**Problem details**
Select, from the data, each line where "grid" occurs.

** Data supplied follows **

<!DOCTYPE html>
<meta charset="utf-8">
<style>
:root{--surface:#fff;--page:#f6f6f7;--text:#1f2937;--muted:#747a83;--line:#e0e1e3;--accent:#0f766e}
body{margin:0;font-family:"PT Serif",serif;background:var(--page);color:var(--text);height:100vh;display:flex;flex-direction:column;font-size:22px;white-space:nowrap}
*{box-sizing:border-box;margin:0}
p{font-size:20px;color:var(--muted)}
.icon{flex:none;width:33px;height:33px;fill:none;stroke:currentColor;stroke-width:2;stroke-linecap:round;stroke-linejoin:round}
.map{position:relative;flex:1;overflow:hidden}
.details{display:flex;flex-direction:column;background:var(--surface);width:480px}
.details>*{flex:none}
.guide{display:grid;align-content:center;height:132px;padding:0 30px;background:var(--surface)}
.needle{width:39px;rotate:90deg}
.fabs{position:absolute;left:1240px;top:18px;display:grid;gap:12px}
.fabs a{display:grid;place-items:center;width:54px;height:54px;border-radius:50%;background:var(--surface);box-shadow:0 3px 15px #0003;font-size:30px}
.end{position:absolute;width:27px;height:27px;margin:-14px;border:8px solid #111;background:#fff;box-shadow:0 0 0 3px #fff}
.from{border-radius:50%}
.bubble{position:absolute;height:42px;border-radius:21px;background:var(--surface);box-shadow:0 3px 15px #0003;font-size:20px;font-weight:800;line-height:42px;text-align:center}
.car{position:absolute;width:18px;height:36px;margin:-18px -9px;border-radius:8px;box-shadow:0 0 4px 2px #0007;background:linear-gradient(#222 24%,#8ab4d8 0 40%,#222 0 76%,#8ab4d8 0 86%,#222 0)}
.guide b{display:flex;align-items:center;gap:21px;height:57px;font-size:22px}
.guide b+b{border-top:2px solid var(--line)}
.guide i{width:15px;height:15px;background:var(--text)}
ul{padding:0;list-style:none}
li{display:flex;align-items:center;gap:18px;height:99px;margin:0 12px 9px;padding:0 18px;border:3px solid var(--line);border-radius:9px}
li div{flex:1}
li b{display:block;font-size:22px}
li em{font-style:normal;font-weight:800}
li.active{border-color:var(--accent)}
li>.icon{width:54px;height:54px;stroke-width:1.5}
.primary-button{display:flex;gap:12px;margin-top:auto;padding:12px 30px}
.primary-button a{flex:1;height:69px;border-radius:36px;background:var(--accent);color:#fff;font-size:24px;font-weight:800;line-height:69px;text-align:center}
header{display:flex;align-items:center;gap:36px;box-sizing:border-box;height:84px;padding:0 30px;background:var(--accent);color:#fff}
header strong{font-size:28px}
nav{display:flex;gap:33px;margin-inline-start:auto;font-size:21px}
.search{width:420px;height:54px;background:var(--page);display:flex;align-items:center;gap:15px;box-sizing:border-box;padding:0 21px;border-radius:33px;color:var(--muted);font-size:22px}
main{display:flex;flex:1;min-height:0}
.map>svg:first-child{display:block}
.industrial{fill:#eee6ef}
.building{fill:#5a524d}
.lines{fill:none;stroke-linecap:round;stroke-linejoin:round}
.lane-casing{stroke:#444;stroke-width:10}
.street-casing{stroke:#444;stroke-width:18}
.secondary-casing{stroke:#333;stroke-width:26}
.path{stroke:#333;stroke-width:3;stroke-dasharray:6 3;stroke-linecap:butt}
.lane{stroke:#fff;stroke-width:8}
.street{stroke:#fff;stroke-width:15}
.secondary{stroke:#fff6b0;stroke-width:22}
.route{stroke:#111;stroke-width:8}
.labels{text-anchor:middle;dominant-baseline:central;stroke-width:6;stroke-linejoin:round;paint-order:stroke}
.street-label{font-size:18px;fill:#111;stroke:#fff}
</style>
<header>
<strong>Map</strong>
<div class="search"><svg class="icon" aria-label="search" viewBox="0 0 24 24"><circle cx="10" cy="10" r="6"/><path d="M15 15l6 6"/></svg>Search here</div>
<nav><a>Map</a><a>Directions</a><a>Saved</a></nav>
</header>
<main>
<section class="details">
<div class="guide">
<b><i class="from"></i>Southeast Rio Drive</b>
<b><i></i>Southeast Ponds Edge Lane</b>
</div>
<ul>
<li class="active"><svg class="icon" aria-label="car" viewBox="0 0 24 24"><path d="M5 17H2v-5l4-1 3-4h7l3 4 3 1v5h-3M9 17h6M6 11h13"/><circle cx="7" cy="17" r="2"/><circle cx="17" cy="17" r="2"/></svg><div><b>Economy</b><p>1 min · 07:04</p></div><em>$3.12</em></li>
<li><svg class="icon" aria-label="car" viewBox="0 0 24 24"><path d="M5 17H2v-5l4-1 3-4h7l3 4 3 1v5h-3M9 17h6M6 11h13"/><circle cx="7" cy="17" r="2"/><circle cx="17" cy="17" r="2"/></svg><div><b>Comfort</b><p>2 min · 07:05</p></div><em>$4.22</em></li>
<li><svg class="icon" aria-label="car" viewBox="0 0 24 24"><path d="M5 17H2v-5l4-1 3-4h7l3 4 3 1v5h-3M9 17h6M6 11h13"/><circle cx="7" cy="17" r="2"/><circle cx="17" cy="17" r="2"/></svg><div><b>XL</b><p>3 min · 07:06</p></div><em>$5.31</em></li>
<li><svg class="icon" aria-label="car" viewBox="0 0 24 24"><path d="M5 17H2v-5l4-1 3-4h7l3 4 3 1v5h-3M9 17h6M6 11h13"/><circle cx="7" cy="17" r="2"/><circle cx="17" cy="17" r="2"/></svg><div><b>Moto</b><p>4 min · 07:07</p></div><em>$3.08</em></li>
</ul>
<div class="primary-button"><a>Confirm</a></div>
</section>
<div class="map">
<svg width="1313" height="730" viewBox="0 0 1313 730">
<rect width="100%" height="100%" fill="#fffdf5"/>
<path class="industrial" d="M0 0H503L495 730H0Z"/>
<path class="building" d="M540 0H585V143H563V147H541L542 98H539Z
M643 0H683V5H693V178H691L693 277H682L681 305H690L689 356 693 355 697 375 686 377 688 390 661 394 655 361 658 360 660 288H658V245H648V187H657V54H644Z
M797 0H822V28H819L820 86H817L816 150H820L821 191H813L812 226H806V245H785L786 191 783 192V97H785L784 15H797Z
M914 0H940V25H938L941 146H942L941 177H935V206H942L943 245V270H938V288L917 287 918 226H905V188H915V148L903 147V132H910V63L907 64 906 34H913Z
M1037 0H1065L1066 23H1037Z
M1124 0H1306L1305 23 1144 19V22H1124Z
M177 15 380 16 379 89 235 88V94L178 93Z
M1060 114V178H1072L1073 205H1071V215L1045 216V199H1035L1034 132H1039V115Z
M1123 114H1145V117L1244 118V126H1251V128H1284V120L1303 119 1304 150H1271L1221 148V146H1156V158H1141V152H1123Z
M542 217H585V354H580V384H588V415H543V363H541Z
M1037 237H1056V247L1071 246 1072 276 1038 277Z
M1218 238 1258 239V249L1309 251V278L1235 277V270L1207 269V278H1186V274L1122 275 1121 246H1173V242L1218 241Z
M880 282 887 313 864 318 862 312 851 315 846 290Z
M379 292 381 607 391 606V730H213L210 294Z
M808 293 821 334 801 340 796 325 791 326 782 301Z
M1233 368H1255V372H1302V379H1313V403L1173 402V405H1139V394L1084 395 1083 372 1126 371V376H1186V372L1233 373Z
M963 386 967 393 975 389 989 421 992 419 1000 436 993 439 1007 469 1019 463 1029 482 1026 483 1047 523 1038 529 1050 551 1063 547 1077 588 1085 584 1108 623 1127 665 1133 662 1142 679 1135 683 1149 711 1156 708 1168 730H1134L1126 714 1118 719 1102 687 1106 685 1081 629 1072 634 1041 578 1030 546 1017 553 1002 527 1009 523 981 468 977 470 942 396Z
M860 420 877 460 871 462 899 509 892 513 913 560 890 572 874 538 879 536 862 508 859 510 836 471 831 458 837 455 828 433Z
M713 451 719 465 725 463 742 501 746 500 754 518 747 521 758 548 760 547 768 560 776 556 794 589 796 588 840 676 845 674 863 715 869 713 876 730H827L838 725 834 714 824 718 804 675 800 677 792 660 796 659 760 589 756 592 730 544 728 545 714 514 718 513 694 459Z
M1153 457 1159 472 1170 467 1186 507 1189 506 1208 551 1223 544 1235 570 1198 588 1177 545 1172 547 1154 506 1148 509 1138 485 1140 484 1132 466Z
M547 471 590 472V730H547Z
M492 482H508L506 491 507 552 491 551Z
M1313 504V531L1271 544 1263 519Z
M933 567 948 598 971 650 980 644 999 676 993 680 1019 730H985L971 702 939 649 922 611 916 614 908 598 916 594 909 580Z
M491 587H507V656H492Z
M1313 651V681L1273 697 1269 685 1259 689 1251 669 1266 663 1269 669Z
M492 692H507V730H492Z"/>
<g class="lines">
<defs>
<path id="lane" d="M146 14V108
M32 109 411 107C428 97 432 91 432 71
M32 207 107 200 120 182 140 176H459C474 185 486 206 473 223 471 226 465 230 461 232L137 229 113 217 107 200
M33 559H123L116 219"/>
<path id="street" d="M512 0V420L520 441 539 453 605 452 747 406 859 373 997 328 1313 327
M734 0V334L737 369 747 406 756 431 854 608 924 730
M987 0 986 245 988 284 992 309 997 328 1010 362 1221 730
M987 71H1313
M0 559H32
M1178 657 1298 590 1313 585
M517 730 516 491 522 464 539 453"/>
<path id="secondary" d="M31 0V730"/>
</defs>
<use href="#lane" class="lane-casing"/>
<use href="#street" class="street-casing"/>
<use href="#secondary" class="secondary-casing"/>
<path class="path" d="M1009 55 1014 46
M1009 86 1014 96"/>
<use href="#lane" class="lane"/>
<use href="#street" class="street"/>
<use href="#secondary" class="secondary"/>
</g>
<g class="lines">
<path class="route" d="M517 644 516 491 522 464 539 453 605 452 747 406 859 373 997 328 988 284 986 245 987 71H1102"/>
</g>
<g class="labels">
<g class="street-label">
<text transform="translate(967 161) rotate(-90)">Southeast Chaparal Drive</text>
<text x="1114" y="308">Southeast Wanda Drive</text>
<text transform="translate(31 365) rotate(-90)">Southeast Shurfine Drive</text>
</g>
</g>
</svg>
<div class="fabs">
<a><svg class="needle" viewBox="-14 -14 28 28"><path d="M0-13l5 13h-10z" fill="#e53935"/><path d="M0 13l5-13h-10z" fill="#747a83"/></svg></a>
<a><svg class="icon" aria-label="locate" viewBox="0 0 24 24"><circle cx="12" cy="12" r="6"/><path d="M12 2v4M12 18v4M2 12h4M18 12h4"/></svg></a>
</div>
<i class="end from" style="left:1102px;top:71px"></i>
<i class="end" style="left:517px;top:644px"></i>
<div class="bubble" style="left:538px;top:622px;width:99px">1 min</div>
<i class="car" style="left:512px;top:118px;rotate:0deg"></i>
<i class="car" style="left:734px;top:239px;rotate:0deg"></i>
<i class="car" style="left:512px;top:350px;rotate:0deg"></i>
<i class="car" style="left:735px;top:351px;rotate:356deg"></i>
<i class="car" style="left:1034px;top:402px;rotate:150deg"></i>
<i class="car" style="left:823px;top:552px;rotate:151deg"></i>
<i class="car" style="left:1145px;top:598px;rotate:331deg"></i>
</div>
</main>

** End of Data supplied **

**Result**
.guide{display:grid;align-content:center;height:132px;padding:0 30px;background:var(--surface)}
.fabs{position:absolute;left:1240px;top:18px;display:grid;gap:12px}
.fabs a{display:grid;place-items:center;width:54px;height:54px;border-radius:50%;background:var(--surface);box-shadow:0 3px 15px #0003;font-size:30px}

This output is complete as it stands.